俺の中にあったのは、松山医師(仮名)と約束した2回目の脳腫瘍除去手術だ。 

放射線を打ったことで、俺の頭に残る脳腫瘍は侵食を止め、除去しやすい状態になった、と医師は推測していた。
俺の体調が変わらないなら、年明けには2回目の手術ができそうだった。俺を含め、家族もその2回目の手術に期待していた。
そこで残りの腫瘍を全て除去したら、俺のこの口の不自由さなどが解消されると期待していた。

それには体力の回復が肝心だった。
4月の手術は出血もあり1日かかりの大手術になり、死にかけた💦
だが、放射線で脳腫瘍を“封じた”のなるば、もう大丈夫。あんな事にはならないのでは?

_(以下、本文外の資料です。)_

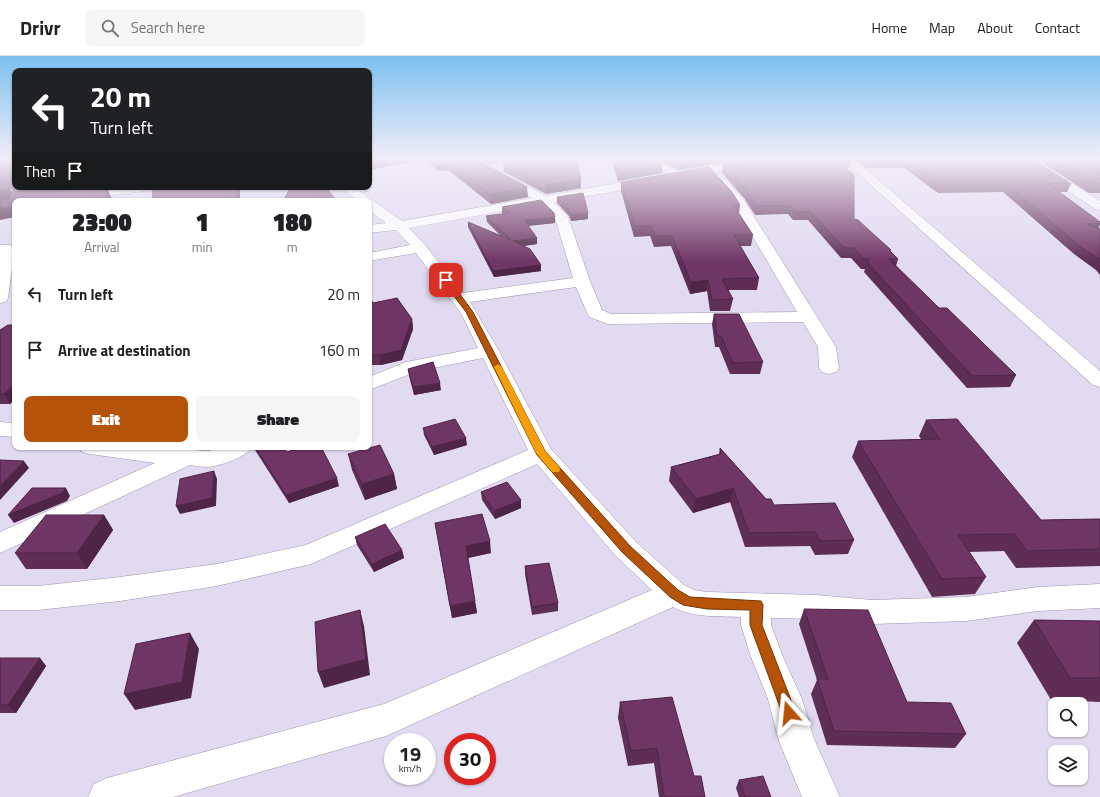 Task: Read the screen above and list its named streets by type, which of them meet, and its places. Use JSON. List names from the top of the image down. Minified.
{"page":{"header":"Drivr","search":"Search here","nav":["Home","Map","About","Contact"],"turn":["20 m","Turn left"],"then":"Then","eta":["23:00","Arrival","1","min","180","m"],"list":[{"name":"Turn left","value":"20 m"},{"name":"Arrive at destination","value":"160 m"}],"buttons":["Exit","Share"],"speed":"19 km/h","limit":"30"}} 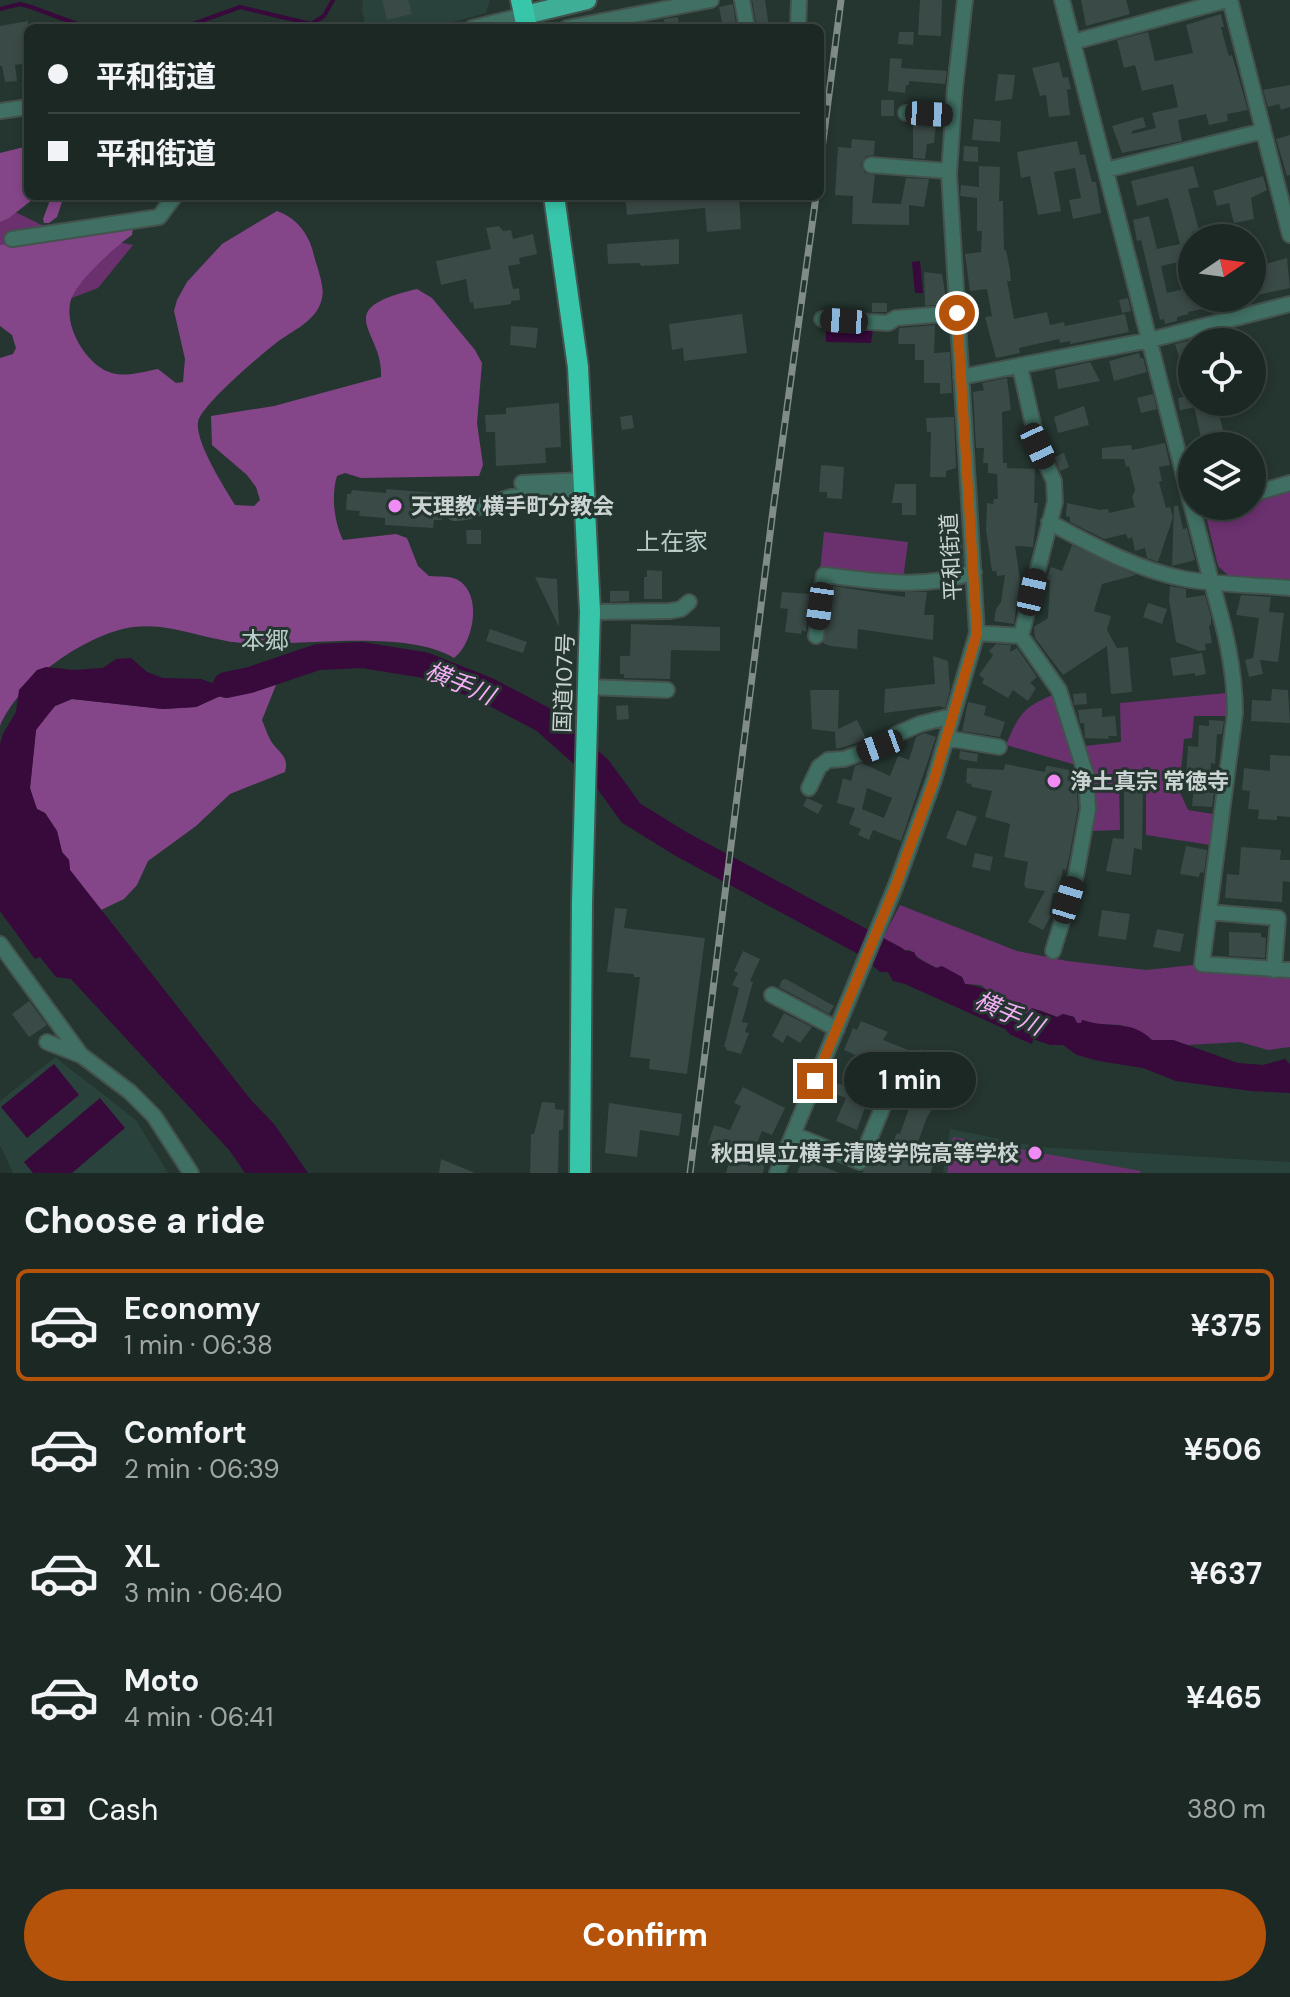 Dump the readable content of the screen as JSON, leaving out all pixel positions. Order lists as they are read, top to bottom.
{
  "streets": {
    "highway": ["国道107号"],
    "street": ["平和街道"]
  },
  "districts": ["上在家", "本郷"],
  "water": ["横手川"],
  "places": ["天理教 横手町分教会", "浄土真宗 常徳寺", "秋田県立横手清陵学院高等学校"],
  "north": "right",
  "page": {
    "banner": ["平和街道", "平和街道"],
    "bubble": "1 min",
    "heading": "Choose a ride",
    "list": [
      {
        "name": "Economy",
        "note": "1 min · 06:38",
        "value": "¥375"
      },
      {
        "name": "Comfort",
        "note": "2 min · 06:39",
        "value": "¥506"
      },
      {
        "name": "XL",
        "note": "3 min · 06:40",
        "value": "¥637"
      },
      {
        "name": "Moto",
        "note": "4 min · 06:41",
        "value": "¥465"
      }
    ],
    "pay": ["Cash", "380 m"],
    "buttons": "Confirm"
  }
} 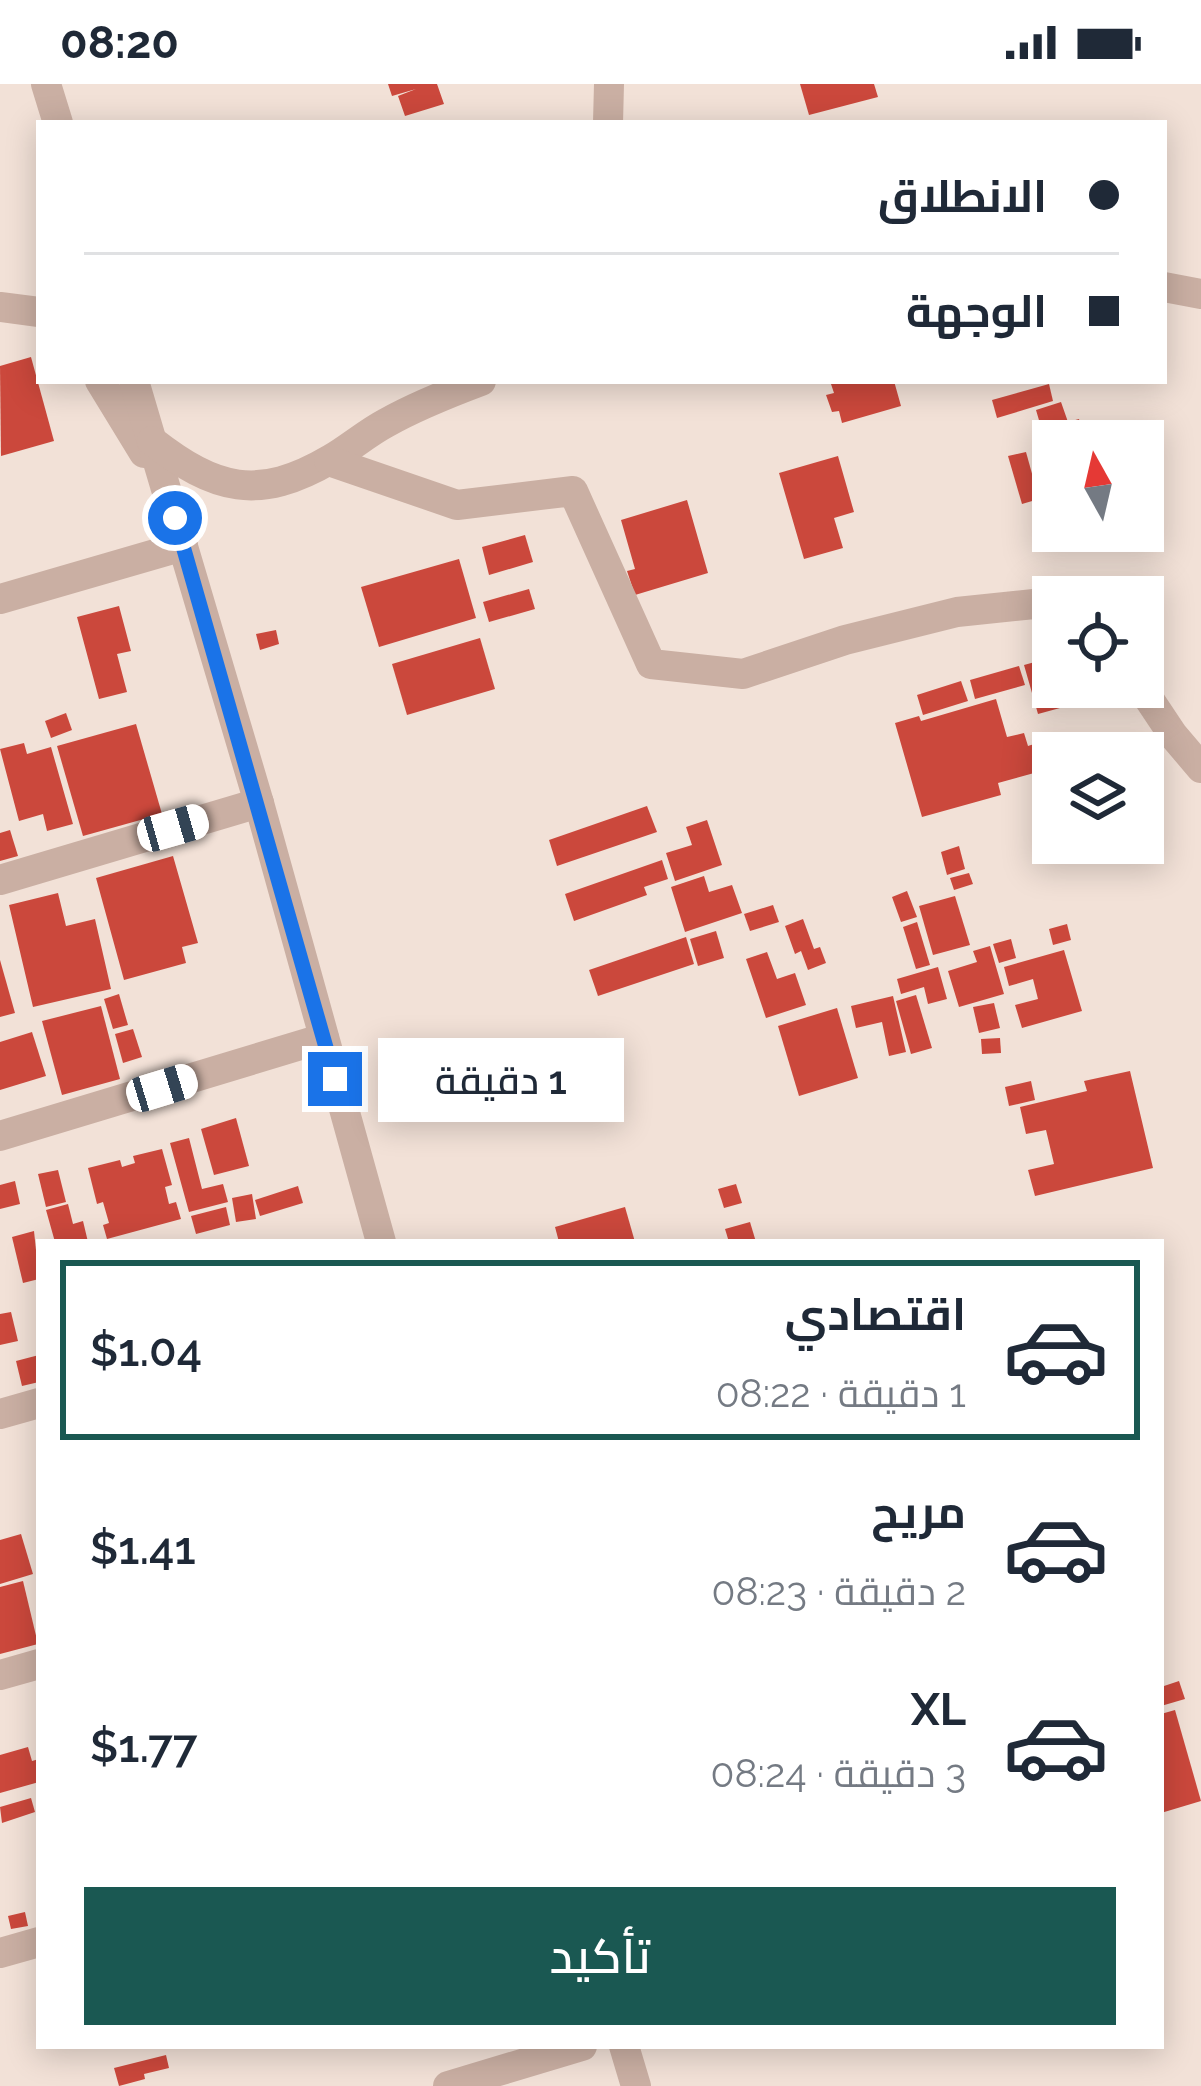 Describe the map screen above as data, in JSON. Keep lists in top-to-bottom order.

俺は、その二回目の手術に向け、体力を回復すべく、また暇なので昼間は自宅から歩いて、近くの公園にリハビリに出かけるのが日課になっていた。

午前9時頃、自宅を出て徒歩で公園に向かう。
そして、公園の中をグルグルと歩く。
ひたすら歩く。
それだけだ。

腹は減らない。また吐き気は少し続いていた。
公園のベンチで休み、また歩き回る。

2011年の夏の終わりから秋。
俺は毎日これを繰り返していた。
今から思うと、かなり奇妙な姿だ。
良い歳をした大人が、昼間から公園を周回。
さらに帽子を被っていたが、髪は抜けて落武者のよう…。
通報されかねない。完全に不審者だ。

1度、公園内の砂場を通ったら、遊んでいた子どもらが“モーゼの十戒”のように別れて“道が出来た”りした。
子どもらも、「このおじさん、ヤバいな」と思ったのだろう。

なので、土日は別の公園に足を伸ばしたが、そこに合った滑り台に登ったら、スラロームで吐いた🤮
(そして、そのゲロを持ち帰り…)

悲しき夏の終わりの夕暮れ

その夏🌻の終わり、秋🍂の色合いが見栄始めた頃、俺は自転車🚴に乗れるようになった。
そして、自転車での事故を懸念した親父は、俺の自転車🚲️を蛍光テープだらけにしたりした。

帰りがけ遅くなると、夕暮れ🌆を“ピカピカ✨に光る自転車🚲️”に乗る俺が、近所を走行していくので、相当奇妙だっただろうなあ。

そんなある日、午後六時まで公園でリハビリしていた俺が帰宅しようとすると、実家から電話がきた。

母から「親戚の叔母さんが来ているから、今は帰って来ないで」と言われた。
俺が脳腫瘍になった事を親戚に内密にしておきたい両親は、落武者のような俺の姿を親類に見せるのを嫌がった。

俺は仕方なく、夕暮れを過ぎ、夜になっていく公園のベンチで、ただただ周囲を眺めていた。

少し悲しい気持ちだった。
息子が『脳腫瘍になり、会社も休職中』とは言いがたい両親の気持ちはよくわかっていた。
世間体、という奴か?

それでも家族から「来るな…」と言われたら、少しは凹む😞💦
(…これが今の俺か…)
そう思わずにはいられなかった。

この頃、交際していた彼女が俺の為に、地元へ来ようとした。
俺はそれを断った記憶がある。

ちょっと冷静に自分を見つめだしたのかもしれない。
髪の毛は抜け、言葉はまだ不明瞭。仕事もしていない。
さらには、まだ手術がある。
俺は生きていて、それなりに頑張っているつもりだが、世間から見たら、『病み上がりの30半ばの“ハゲかけている”おじさん』だった。

蒸し暑く、何とも言えない気持ちの夏が終わろうとしていた。